Segment Start: DATASET CONTENT

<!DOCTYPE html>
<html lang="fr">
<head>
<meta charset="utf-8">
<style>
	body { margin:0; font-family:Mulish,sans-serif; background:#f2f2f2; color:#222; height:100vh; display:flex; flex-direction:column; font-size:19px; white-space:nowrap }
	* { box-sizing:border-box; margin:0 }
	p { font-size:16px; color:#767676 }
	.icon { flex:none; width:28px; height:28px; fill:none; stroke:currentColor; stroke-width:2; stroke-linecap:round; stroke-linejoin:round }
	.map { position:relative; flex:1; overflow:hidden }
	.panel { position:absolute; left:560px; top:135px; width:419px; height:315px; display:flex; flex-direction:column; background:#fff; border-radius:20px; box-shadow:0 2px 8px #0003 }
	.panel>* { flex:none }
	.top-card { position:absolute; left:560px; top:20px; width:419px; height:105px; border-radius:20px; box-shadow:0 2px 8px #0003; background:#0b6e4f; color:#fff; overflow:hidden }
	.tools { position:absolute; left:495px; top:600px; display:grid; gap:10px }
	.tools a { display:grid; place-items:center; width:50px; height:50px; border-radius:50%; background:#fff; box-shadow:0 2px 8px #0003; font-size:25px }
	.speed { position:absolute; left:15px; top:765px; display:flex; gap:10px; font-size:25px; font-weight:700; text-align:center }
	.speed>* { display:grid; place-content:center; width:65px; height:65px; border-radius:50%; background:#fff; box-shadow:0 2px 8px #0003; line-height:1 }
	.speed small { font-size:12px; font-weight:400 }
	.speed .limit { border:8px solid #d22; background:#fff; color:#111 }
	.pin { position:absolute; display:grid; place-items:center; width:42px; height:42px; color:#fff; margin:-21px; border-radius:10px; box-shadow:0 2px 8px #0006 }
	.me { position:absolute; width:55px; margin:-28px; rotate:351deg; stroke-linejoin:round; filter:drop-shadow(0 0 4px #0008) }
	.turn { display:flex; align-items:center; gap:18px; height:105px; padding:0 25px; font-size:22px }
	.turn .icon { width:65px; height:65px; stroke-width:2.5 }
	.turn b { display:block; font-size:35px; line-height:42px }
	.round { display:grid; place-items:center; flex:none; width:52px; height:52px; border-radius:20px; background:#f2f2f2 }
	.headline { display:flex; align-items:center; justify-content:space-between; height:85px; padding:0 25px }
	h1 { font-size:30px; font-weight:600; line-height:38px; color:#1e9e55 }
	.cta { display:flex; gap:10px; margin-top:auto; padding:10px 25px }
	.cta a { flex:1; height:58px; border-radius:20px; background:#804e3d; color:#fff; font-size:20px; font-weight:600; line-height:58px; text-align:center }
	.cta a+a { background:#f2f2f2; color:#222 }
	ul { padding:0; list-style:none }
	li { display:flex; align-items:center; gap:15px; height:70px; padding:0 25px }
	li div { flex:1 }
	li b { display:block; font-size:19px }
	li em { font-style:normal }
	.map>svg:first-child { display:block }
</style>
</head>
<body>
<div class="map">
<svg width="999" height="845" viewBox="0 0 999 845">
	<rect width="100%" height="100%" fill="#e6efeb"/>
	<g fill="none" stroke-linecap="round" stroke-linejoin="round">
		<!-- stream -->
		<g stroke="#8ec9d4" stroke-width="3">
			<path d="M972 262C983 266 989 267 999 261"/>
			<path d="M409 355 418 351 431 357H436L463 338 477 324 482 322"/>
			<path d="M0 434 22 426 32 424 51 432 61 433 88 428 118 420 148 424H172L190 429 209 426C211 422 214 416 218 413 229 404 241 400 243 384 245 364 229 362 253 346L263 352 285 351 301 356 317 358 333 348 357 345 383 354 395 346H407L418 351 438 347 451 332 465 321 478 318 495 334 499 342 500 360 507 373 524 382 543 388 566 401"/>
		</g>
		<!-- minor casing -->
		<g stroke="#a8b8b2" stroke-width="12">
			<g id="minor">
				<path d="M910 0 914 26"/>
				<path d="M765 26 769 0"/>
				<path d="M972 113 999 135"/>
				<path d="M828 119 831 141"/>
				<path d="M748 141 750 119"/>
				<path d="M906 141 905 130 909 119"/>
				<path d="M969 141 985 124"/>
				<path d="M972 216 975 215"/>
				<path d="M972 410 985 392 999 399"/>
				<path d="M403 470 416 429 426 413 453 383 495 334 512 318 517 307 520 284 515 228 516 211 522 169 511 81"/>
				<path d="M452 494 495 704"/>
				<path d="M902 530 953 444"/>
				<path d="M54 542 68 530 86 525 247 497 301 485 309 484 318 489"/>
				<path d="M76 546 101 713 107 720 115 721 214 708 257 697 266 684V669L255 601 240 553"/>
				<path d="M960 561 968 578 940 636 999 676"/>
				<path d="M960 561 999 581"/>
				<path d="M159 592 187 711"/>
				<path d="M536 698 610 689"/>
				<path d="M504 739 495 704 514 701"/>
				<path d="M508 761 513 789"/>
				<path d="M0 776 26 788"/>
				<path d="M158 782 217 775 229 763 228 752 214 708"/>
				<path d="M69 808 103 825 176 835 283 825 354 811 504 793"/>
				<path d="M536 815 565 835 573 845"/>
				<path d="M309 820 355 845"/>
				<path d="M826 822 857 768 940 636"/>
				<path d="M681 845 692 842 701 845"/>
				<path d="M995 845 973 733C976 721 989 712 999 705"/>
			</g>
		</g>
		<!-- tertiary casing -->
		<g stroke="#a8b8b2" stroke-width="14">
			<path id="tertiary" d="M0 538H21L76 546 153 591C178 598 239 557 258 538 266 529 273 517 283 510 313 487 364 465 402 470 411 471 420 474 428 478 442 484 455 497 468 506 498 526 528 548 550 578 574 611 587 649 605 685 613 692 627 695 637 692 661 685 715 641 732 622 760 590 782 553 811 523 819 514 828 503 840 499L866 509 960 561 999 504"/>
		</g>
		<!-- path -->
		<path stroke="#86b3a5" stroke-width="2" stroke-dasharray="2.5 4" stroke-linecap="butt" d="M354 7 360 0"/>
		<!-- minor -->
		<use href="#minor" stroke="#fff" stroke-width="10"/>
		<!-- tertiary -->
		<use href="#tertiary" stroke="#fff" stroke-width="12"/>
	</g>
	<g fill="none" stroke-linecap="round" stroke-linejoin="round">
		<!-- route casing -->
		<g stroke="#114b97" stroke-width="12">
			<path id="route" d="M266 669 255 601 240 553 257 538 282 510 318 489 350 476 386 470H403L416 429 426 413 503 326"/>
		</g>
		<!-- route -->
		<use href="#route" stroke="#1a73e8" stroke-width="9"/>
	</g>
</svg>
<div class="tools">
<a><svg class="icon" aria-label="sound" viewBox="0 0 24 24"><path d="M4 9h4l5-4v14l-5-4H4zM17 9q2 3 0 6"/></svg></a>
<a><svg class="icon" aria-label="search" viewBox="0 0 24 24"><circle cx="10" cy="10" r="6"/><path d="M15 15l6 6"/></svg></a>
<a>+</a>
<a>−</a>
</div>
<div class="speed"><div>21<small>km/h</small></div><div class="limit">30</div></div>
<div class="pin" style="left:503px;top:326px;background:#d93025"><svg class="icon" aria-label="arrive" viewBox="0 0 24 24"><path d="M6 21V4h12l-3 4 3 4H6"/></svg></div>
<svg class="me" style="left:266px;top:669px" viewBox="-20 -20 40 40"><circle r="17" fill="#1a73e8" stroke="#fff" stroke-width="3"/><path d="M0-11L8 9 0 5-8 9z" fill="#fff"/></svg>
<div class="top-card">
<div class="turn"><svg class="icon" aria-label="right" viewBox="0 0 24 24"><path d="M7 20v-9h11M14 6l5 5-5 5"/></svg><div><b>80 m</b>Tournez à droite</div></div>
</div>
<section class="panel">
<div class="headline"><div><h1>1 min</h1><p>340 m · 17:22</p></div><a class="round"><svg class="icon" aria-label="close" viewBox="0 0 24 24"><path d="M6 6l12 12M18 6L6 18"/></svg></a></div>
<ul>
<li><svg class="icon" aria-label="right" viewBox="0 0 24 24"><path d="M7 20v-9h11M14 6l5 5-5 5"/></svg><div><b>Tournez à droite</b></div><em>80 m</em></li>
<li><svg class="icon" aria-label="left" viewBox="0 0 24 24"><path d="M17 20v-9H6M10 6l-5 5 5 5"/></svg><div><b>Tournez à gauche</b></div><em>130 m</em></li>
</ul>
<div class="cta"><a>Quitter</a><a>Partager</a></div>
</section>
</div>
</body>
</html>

Segment End: DATASET CONTENT

> **WHAT IS EXPECTED**: Check each line of the entries above, and show every one holding the word "small".

> **ANSWER SPACE**:
	.speed small { font-size:12px; font-weight:400 }
<div class="speed"><div>21<small>km/h</small></div><div class="limit">30</div></div>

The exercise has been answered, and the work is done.